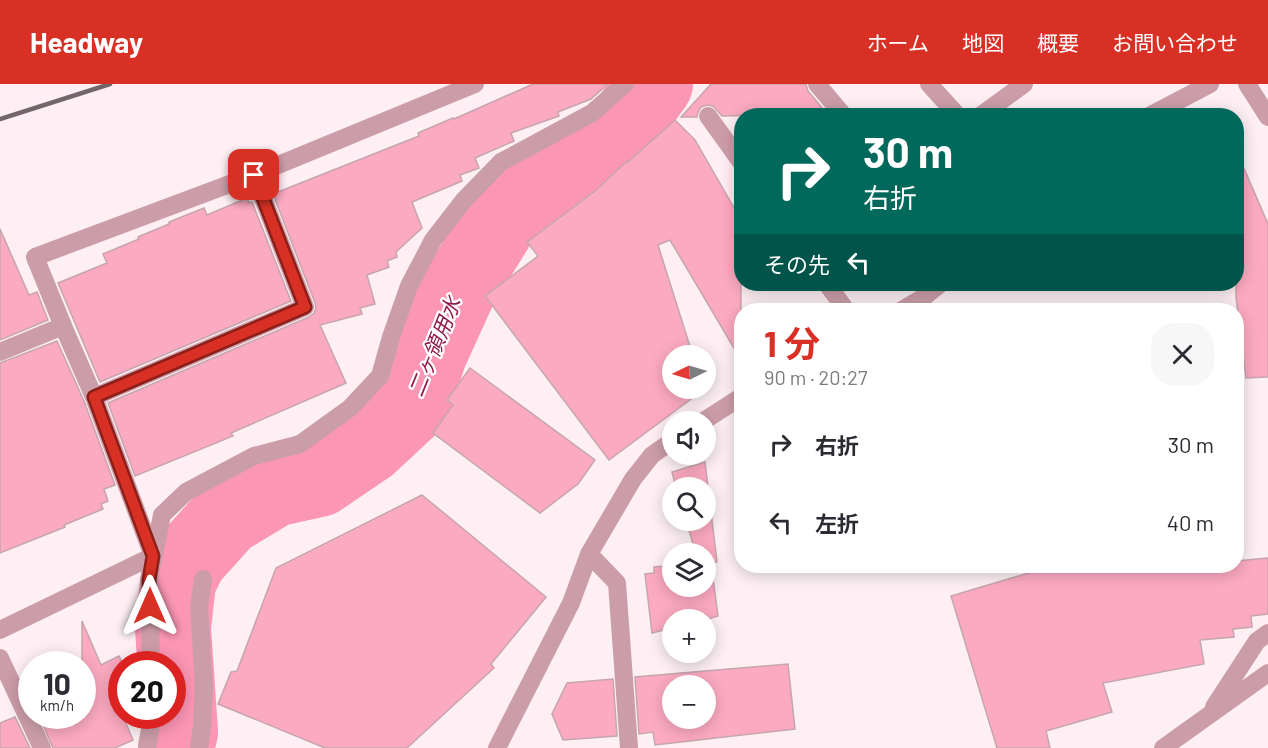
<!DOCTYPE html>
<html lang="ja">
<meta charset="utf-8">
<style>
body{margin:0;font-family:Barlow,"Noto Sans JP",sans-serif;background:#f7f7f7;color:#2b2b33;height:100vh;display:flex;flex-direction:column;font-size:22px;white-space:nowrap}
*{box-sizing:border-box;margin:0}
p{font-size:20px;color:#7c7c81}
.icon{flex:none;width:33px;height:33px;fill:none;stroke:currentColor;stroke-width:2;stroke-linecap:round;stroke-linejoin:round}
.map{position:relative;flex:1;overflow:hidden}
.panel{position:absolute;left:734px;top:219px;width:510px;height:270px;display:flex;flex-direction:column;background:#fff;border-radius:24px;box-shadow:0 3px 15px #0003}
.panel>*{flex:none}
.top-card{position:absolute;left:734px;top:24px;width:510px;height:183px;border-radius:24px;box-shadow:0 3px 15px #0003;background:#00695c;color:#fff;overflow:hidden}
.needle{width:39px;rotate:265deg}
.controls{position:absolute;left:662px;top:261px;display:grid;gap:12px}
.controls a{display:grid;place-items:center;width:54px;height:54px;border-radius:50%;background:#fff;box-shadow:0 3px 15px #0003;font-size:30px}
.speed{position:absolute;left:18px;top:567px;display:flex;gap:12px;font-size:30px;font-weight:700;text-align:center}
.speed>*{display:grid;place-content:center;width:78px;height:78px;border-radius:50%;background:#fff;box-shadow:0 3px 15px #0003;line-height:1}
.speed small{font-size:15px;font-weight:400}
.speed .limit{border:9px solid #d22;background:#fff;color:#111}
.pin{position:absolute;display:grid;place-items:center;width:51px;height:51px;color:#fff;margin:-26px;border-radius:12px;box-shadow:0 3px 9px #0006}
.me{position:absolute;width:66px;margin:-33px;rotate:0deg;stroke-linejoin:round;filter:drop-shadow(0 0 4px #0008)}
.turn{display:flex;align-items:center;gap:21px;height:126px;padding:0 30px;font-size:27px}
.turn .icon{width:78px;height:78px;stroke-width:2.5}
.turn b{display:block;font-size:42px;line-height:51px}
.then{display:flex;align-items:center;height:57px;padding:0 30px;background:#0003;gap:12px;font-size:22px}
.round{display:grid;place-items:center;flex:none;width:63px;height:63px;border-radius:24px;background:#f7f7f7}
.summary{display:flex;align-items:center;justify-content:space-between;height:102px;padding:0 30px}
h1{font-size:36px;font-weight:700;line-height:45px;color:#d93025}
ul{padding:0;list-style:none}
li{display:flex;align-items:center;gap:18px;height:78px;padding:0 30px}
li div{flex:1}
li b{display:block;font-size:22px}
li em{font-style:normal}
header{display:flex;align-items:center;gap:36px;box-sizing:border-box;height:84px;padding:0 30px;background:#d93025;color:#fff}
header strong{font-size:28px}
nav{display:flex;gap:33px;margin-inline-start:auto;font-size:21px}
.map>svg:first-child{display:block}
</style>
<header>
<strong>Headway</strong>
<nav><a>ホーム</a><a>地図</a><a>概要</a><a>お問い合わせ</a></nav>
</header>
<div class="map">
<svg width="1268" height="664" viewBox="0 0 1268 664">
<rect width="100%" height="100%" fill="#fdeff3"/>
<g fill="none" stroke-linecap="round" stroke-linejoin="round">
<!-- river -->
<path stroke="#fb96b5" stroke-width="76" d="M176,664L180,648L173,544L178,498L189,475L226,434L274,405L319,395L369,361L414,319L429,270L459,204L501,136L560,89L619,49L655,0"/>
</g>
<!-- building -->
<g fill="#fcaac1" stroke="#c6a5ad" stroke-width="1.5" fill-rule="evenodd">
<path d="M533,0H608L591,15L558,28L559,32L511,49L514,57L475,74L479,84L460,91L462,97L412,118L422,144L396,168L397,173L387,177L389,183L367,191L375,220L360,224L362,230L320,241L346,299L231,349L233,352L135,392L108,319L309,233L314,229L316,224L315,219L273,110L419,52L418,49L453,34L454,35Z"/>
<path d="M711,0H806L808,7L823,25V30L722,32L713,22L707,21L701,23L698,28L697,33H681Z"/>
<path d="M675,36L695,56L741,136V276L670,156L658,161L693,272H672V304H697L698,310L609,376L485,212L538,172L527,158L595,107L627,77L628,78Z"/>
<path d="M1236,66L1268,140V293L1246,294L1236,213Z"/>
<path d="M247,114L249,119L252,118L291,217L100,298L58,199L107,179L103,170L139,155L138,153L169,140V138L204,124L207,131Z"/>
<path d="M0,145L29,211L37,208L48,236L0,256Z"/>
<path d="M57,257L84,317L115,401L104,405L108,417L101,420L103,425L64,441L65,443L0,469V279Z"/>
<path d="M470,284L595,376L578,400L540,429L433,349L453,321L447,316Z"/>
<path d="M705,378L717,478L711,479L718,532L705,536H672V544L652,549L645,490L654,489V483L666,482V476L672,475V502H705V470H696L686,436H705V404H676L672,388Z"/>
<path d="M422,411L546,513L491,580L494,584L407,664H325L218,620L231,588L237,587L276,484Z"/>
<path d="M1268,474V530L1251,532L1252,543L1233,545L1234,553L1200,556L1204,580L1103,599L1112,628L1046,647L1050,664H997L951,512L1052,482H1236V477Z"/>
<path d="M82,537L101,581L119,572L123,580H122V611L115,614L122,628V632H123L133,656L115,664H53L39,632H82Z"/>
<path d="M788,580L795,645L655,661L653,648L639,650L635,593ZM672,602H705V634H672Z"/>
<path d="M613,595L617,652L563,656L552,630L567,599Z"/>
<path d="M15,633L30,664H0V639Z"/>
</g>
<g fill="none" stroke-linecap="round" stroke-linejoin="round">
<!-- service -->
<g stroke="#cb9da9" stroke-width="18">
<path d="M817,0L844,32"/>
<path d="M929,0L958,32"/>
<path d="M708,32L741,78"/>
<path d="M980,32L1024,0"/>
<path d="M827,200L846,226"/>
<path d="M94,313L305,223L254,91"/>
<path d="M589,470L617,499L629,664"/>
<path d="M153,472L94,313L63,242L35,173L254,91L475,0"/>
<path d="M0,574L42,664"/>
<path d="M151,580L149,496L162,431L186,408L254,372L300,360L350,324L380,292L391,253L409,202L433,156L464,116L501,78L592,29L625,0"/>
<path d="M147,664L152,632"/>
</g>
<!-- minor -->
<g stroke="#cb9da9" stroke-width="18">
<path d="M1247,0L1268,33"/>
<path d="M1149,32L1210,0"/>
<path d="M902,226L924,213L940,200"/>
<path d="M0,268L63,242"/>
<path d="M702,338L741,313"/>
<path d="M0,546L153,472"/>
<path d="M1214,623L1257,557L1268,549"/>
<path d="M199,664L202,642L204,602L199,523L203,495"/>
<path d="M497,664L571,519L589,470L633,395L652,371L672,357"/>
<path d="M1163,664L1268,589"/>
</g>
<!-- rail -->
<path stroke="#73666a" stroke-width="4.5" d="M0,35L110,0"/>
</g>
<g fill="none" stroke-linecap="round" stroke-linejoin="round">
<defs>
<path id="route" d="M150,522L149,496L153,472L94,313L305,223L254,91"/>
</defs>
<!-- route casing -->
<use href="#route" stroke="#8d1f18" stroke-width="15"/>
<!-- route -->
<use href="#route" stroke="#d93025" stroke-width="10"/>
</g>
<g text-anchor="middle" stroke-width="4.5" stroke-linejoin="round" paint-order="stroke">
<!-- water labels -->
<g font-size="21" font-style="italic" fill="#901c4d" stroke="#fff">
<text transform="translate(435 263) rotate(-68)" y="7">二ヶ領用水</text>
</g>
</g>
</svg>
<div class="controls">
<a><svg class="needle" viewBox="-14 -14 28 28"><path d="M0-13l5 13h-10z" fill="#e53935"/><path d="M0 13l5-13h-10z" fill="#7c7c81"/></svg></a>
<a><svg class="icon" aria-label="sound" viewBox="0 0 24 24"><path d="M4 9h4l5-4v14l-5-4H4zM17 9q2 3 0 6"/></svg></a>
<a><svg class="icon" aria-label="search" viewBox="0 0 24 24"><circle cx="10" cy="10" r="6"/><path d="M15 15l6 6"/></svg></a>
<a><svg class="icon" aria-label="layers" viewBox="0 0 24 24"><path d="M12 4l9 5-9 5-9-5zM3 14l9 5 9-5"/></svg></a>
<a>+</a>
<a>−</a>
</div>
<div class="speed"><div>10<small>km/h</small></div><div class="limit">20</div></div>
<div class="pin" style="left:254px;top:91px;background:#d93025"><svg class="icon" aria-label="arrive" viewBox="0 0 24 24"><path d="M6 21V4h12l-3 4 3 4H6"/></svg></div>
<svg class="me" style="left:150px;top:522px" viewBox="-20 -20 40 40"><path d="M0-17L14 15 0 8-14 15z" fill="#d93025" stroke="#fff" stroke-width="4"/></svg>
<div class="top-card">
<div class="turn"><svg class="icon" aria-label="right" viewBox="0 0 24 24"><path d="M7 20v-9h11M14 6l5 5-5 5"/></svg><div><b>30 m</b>右折</div></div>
<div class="then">その先<svg class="icon" aria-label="left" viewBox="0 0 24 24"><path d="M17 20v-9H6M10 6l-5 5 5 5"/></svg></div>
</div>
<section class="panel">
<div class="summary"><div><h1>1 分</h1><p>90 m · 20:27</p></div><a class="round"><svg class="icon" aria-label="close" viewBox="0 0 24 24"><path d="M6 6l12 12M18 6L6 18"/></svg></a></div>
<ul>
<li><svg class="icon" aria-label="right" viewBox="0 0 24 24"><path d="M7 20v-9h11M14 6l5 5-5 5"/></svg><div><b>右折</b></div><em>30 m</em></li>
<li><svg class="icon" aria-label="left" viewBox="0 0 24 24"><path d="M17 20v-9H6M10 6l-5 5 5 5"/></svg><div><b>左折</b></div><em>40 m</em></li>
</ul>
</section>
</div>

# # #

## Description of the task
Look through the data and gather every line with the string "weight" in it.

## Answer to the exercise
.speed{position:absolute;left:18px;top:567px;display:flex;gap:12px;font-size:30px;font-weight:700;text-align:center}
.speed small{font-size:15px;font-weight:400}
h1{font-size:36px;font-weight:700;line-height:45px;color:#d93025}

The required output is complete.